▸ **Task brief**: Your task is to copy each line of the material that includes "setLineDash".

┌─ Information supplied

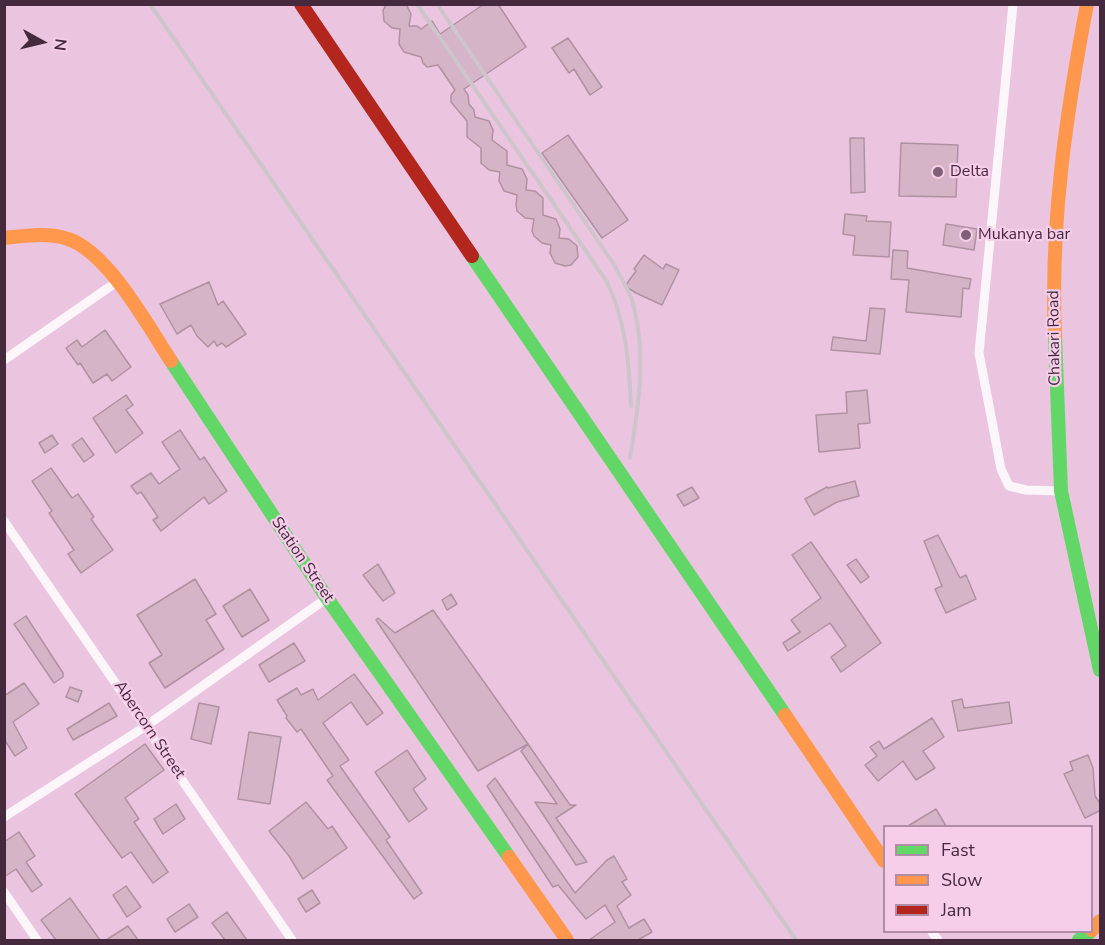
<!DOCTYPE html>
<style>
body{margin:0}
#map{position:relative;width:1105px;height:945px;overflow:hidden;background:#ebc5e0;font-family:"Nunito Sans",sans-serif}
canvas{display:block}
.frame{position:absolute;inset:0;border:6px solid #452a3e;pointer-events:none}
.legend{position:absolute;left:883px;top:825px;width:210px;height:108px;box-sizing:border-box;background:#f7ceea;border:2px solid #b08ca5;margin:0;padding:8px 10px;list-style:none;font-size:18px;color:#452a3e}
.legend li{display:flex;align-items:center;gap:12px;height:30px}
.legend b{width:30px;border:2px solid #b08ca5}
.north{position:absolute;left:12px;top:12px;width:60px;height:60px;-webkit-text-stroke:4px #f7ceea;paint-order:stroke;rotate:98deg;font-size:16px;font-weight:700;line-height:24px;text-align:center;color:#452a3e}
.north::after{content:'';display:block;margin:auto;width:21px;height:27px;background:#452a3e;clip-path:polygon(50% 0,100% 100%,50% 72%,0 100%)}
</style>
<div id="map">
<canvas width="1105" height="945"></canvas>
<div class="frame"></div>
<ul class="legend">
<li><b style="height:8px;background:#63d668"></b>Fast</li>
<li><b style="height:8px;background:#ff974d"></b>Slow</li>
<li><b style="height:8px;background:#b3261e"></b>Jam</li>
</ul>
<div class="north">N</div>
</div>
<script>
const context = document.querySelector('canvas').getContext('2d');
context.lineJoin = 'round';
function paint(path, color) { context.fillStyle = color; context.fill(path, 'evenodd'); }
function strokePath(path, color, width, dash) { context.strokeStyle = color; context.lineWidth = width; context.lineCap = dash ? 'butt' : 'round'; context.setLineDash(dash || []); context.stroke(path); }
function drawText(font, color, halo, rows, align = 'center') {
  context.font = font + ' "Nunito Sans",sans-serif'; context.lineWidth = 4.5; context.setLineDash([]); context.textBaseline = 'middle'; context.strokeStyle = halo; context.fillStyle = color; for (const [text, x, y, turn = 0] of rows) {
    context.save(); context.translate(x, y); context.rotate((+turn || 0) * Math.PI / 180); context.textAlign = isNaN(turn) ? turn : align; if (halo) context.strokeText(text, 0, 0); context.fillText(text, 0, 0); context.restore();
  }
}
const building = new Path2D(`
 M387,4h19l5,10 -2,12h8l4,3 11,-8 8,13 44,-30h14l28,43 -62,42 4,6 1,9 5,6 1,7 14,4 4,9 -1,10 15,11v14l15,4 5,10 -1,11 9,1 8,7v17l13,4 4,10 -1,9 10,1 8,7 1,11 -7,8 -6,1 -10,-3 -5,-10 1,-8 -9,-2 -8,-7 -2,-5 2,-12 -9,-1 -8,-7 -1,-6 1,-10 -13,-4 -5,-10 1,-9 -11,-2 -8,-7v-15l-14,-11v-16l-16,-19v-7l4,-5 -17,-25 -11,2 -4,-4 -2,-6 -17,-5 -5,-8 1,-15 -8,-1 -8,-7 -1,-11z
 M568,38l34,49 -12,8 -16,-26 -5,4 -17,-25z
 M568,135l60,85 -26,18 -60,-85z
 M850,138h14l1,54 -14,1z
 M901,143l57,2 -2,52 -57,-1z
 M845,214l22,2 -1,5 25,1 -2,35 -36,-2 2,-19 -12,-2z
 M946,224l31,5 -3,21 -31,-5z
 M893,250l15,1 -1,17 64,11 -2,10 -6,-1 -2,29 -55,-5 3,-32 -18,-1z
 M644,255l19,14 3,-5 13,6 -17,35 -26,-12 -11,-7 11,-15 -2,-2z
 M209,282l9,23 5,-4 23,33 -20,13 -4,-4 -5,3 -3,-5 -6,6 -11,-11 -6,-11 -14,9 -17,-30z
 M870,308l15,1 -5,45 -49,-4 2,-13 33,4z
 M105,330l26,37 -19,14 -5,-7 -14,9 -13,-20 -2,2 -12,-17 11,-8 5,7z
 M867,390l3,33 -12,1 2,24 -41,4 -3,-37 31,-2 -1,-21z
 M126,395l7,10 -7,5 17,23 -27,20 -23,-35z
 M180,430l20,30 4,-3 23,34 -18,13 -5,-7 -43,34 -8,-11 5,-3 -17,-25 -4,2 -6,-8 20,-13 8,11 21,-15 -18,-27z
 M52,435l6,9 -13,9 -6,-10z
 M82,438l12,17 -10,7 -12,-17z
 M51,468l21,30 6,-4 16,23 -3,2 22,31 -32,23 -13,-19 6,-4 -25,-37 3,-2 -20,-30z
 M855,481l4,15 -22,6 -23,13 -9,-16 22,-12 1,1z
 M692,487l7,11 -15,8 -7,-11z
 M938,535l22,43 6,-3 10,24 -30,14 -11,-24 7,-3 -18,-45z
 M811,542l70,101 -40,29 -10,-15 15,-11 -16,-23 -42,28 -5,-8 17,-11 -9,-12 30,-22 -29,-43z
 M856,559l13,18 -8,6 -14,-18z
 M378,564l17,29 -12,8 -20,-26z
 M195,579l21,35 -10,6 18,29 -59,39 -16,-25 13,-8 -25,-40z
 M250,589l19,31 -27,17 -19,-31z
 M451,594l6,10 -10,6 -5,-10z
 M433,610l95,134 42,61h6l-20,13 31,44 -11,3 -41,-63 22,2 -36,-53 7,-7 -50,27 -102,-151 2,-2 17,15z
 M26,616l37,57v4l-9,6 -40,-59z
 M294,643l11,18 -36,21 -10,-17z
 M354,674l29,39 -16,12 -16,-23 -28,21 26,37 -9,6 50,71 -4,3 36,53 -8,6 -87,-119 6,-4 -32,-47 -4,3 -11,-14 1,-2 -10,-16 20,-12 4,7 12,-6 5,11z
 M24,683l15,21 -26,18 14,26 -12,8 -11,-17v-43z
 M70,687l12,4 -4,11 -12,-5z
 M962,699l2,9 45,-6 3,21 -54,8 -6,-30z
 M109,703l8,13 -44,24 -6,-11z
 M199,703l20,4 -8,37 -20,-5z
 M932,718l12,19 -21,14 12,17 -19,12 -13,-19 -25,20 -13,-16 12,-9 -7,-9 9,-6 5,8z
 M249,732l32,5 -11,67 -32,-5z
 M145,744l19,26 -39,28 14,21 -5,3 34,50 -15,11 -22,-31 -9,6 -47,-64z
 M407,750l19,29 -13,10 14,20 -18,13 -34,-50z
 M1088,755l5,13 2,28 6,9v5l-16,8 -21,-44 9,-4 -3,-8z
 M495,778l80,115 32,-33 7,-4 13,23 -5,3 9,13 -14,11 12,22 15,-9 8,13 -14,8h-49l26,-18 -10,-17 -19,14 -28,-34 -5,2 -66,-101z
 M306,802l22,27 4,-3 15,22 -44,31 -14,-23 -20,-25z
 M176,804l9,15 -22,15 -9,-15z
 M936,809l10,17h-38z
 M19,832l16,24 -9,6 16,23 -10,7 -16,-23 -12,8v-35z
 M126,886l15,21 -14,10 -14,-22z
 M312,890l8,13 -14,9 -8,-13z
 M70,898l30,42h-44l-15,-20z
 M189,904l9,13 -23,15 -8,-13z
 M227,912l20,28h-22l-13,-17z
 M128,926l10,14h-32z`);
paint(building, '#d4b4c6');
strokePath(building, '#b091a2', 1.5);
strokePath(new Path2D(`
 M1013,4l-34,349 22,116 8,17 17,4 35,1
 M4,360l114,-79
 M4,521l288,419
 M4,817l142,-91 181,-128
 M4,892l33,48
 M932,932l6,8`), '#fcf6fa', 9);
strokePath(new Path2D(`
 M472,256l313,459
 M1055,336l6,155 39,179
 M171,361l156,237 182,259
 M1079,940l11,-8`), '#63d668', 14);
strokePath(new Path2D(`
 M4,238c21,-2 44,-6 64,1 40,13 80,87 103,122
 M1055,336c-5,-112 11,-222 32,-332
 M785,715l99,146
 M509,857l58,83
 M1092,930l8,-9`), '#ff974d', 14);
strokePath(new Path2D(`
 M301,4l171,252`), '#b3261e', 14);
strokePath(new Path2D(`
 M150,4l646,936
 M417,4l190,278c19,40 22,80 24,124
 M437,4l178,262c5,11 13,22 17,34 15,52 7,105 -2,158`), '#cec4cc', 4);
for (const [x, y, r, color] of [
 [938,172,6,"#7f6077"],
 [966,235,6,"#7f6077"]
]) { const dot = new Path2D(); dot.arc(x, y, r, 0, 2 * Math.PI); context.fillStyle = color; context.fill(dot); strokePath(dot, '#f7ceea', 2); }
drawText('16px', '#452a3e', '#f7ceea', [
 ["Delta",950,172],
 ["Mukanya bar",978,235]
], 'left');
drawText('16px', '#452a3e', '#f7ceea', [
 ["Chakari Road",1055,338,-91],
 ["Station Street",302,560,56],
 ["Abercorn Street",149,730,56]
]);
</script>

└─

▸ **Output of the task**:
function strokePath(path, color, width, dash) { context.strokeStyle = color; context.lineWidth = width; context.lineCap = dash ? 'butt' : 'round'; context.setLineDash(dash || []); context.stroke(path); }
  context.font = font + ' "Nunito Sans",sans-serif'; context.lineWidth = 4.5; context.setLineDash([]); context.textBaseline = 'middle'; context.strokeStyle = halo; context.fillStyle = color; for (const [text, x, y, turn = 0] of rows) {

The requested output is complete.